Quit doing things that hinder your success, stat.
If a project, partnership or opportunity doesn’t resonate with you and does not feel aligned with your values and your goals, you need to be comfortable about setting boundaries. Learn how to say no with kindness right from the start because, as you become more successful, more people will compete for your time and attention. Not setting healthy boundaries will end up in overwhelm and burnout.
—Ajit Nawalkha, Mindvalley
2. Hanging Onto People Who Don’t Want to Grow
For business owners especially, the people who got your company to where you are today may not be the ones to get you to where you want to be tomorrow. If they can’t grow with you, it’s time to replace them with those who can.

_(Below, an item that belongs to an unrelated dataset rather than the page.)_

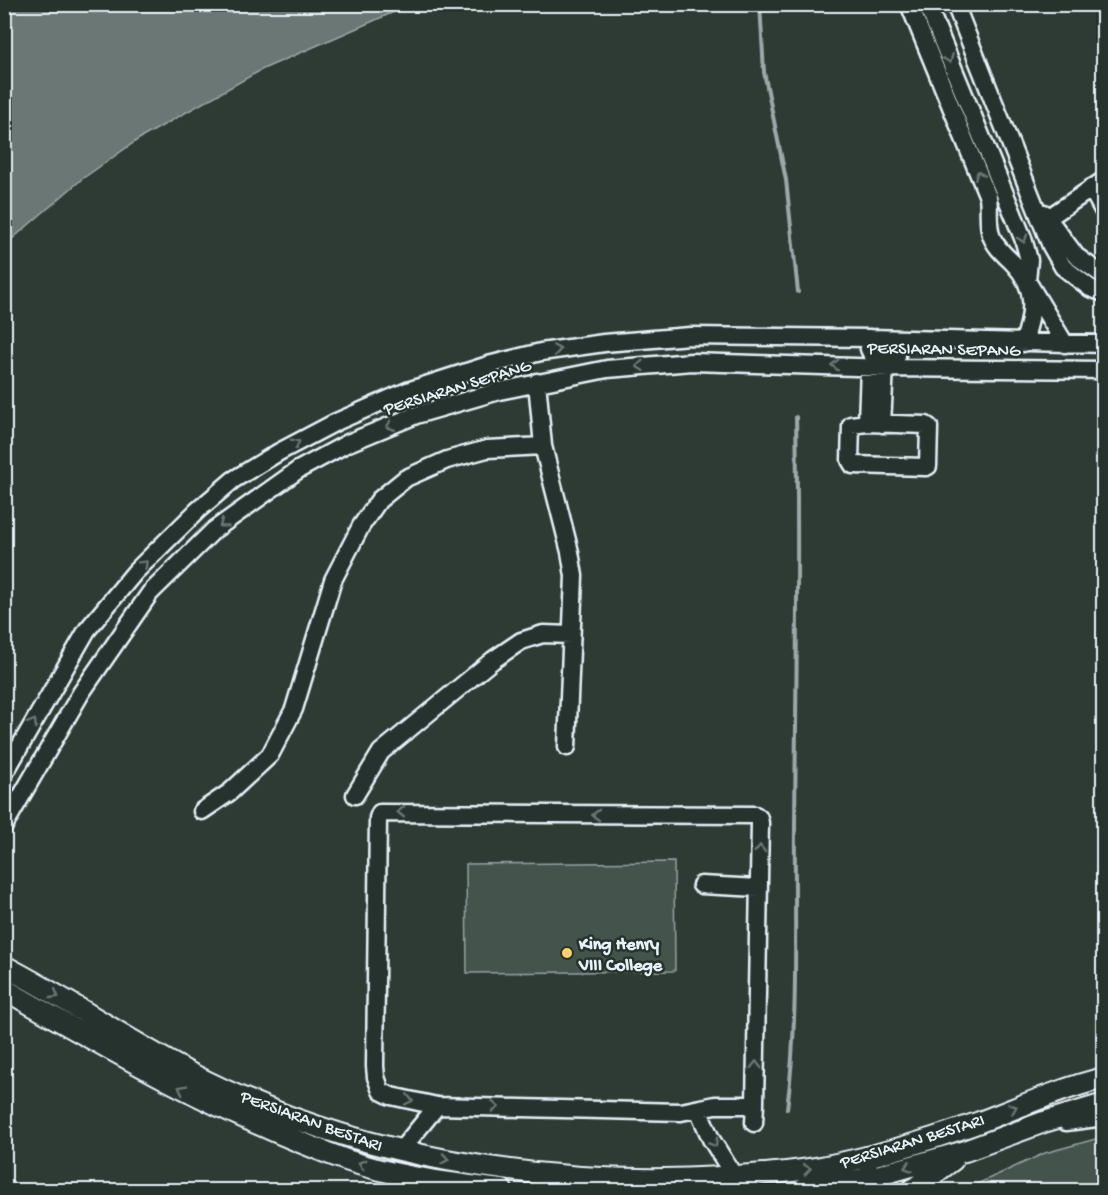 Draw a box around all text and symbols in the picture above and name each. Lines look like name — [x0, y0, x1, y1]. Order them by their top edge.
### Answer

—Brandon Dempsey, goBRANDgo!
3. Working Through Lunch
Working through lunch is a habit I find a lot of business owners take on. Most justify it with, “If I work through lunch, I’ll just leave a few minutes early” and that isn’t what ends up happening. It’s hard to disconnect midday, especially if you’re in a productive spurt, but it’s important to take a few minutes to recharge. Not doing so will lower your productivity and lead to burnout faster.
—Leila Lewis, Be Inspired PR
4. Failing to Exercise
If you fail to exercise, that lack of discipline will translate into other areas of your life, including your business. When you exercise, you are more alert and sharp, and you will operate at a higher level.
—Ryan Shank, PhoneWagon
It is technically impossible to multitask. When you try to do multiple things at once, you effectively take away full attention and concentration from anything, and you shortchange whatever it is you are doing.
—Adam Witty, Advantage Media Group
6. Pinging People
In a perfect world, everything you do would be working toward some goal (even if it is recharging on the couch). Sending emails that do not advance a relationship because you want to “ping” them or “touch base” is at best useless and could be harmful. There are definite exceptions where being on someone’s mind is valuable, but try to connect it with value creation or a mutual memory.
—Douglas Hutchings, Picasolar
7. Striving for Perfection
I often let the perfect become the enemy of the good. The result is that I have a lot of projects that are still in the “development” queue, while I continually refine them. The fact is, however, most defects that I see are not elements that others will see. I am working on letting go of the hesitation to perfect everything that I work on.
—Mark Daoust, Quiet Light Brokerage, Inc.
8. Not Protecting Your Recharge Time
If you’re a workaholic, it can be easy to let your own time get taken over by work, over and over until you’re not taking any time for yourself. This may seem like it’s making you more efficient, but it will start quickly doing the opposite. There’s no faster way to burn out. Don’t fall into the habit of denying yourself the time you need to recharge.
—Matt Doyle, Excel Builders
9. Immediately Answering PMs and Emails
This is by far the largest problem with many people achieving success, especially on a day-to-day basis. If you answer an email or PM, you should be committed to it, or it’ll quickly take you away from whatever task you are completing at the moment, hindering success. Plan periods every hour or two to answer daily emails or PMs.
—Obinna Ekezie, Wakanow.com
10. Not Prioritizing Your Day
I recently started using The Productivity Planner and it’s changed everything for me. It forces you to actually sit down and only pick a few things you’re going to get done, especially the things that often end up getting punted from day to day. Before that, I was letting my calendar and to-do list run my day and never felt like I was getting the important stuff done.
—Mike Woitach, Confluence Coffee Co.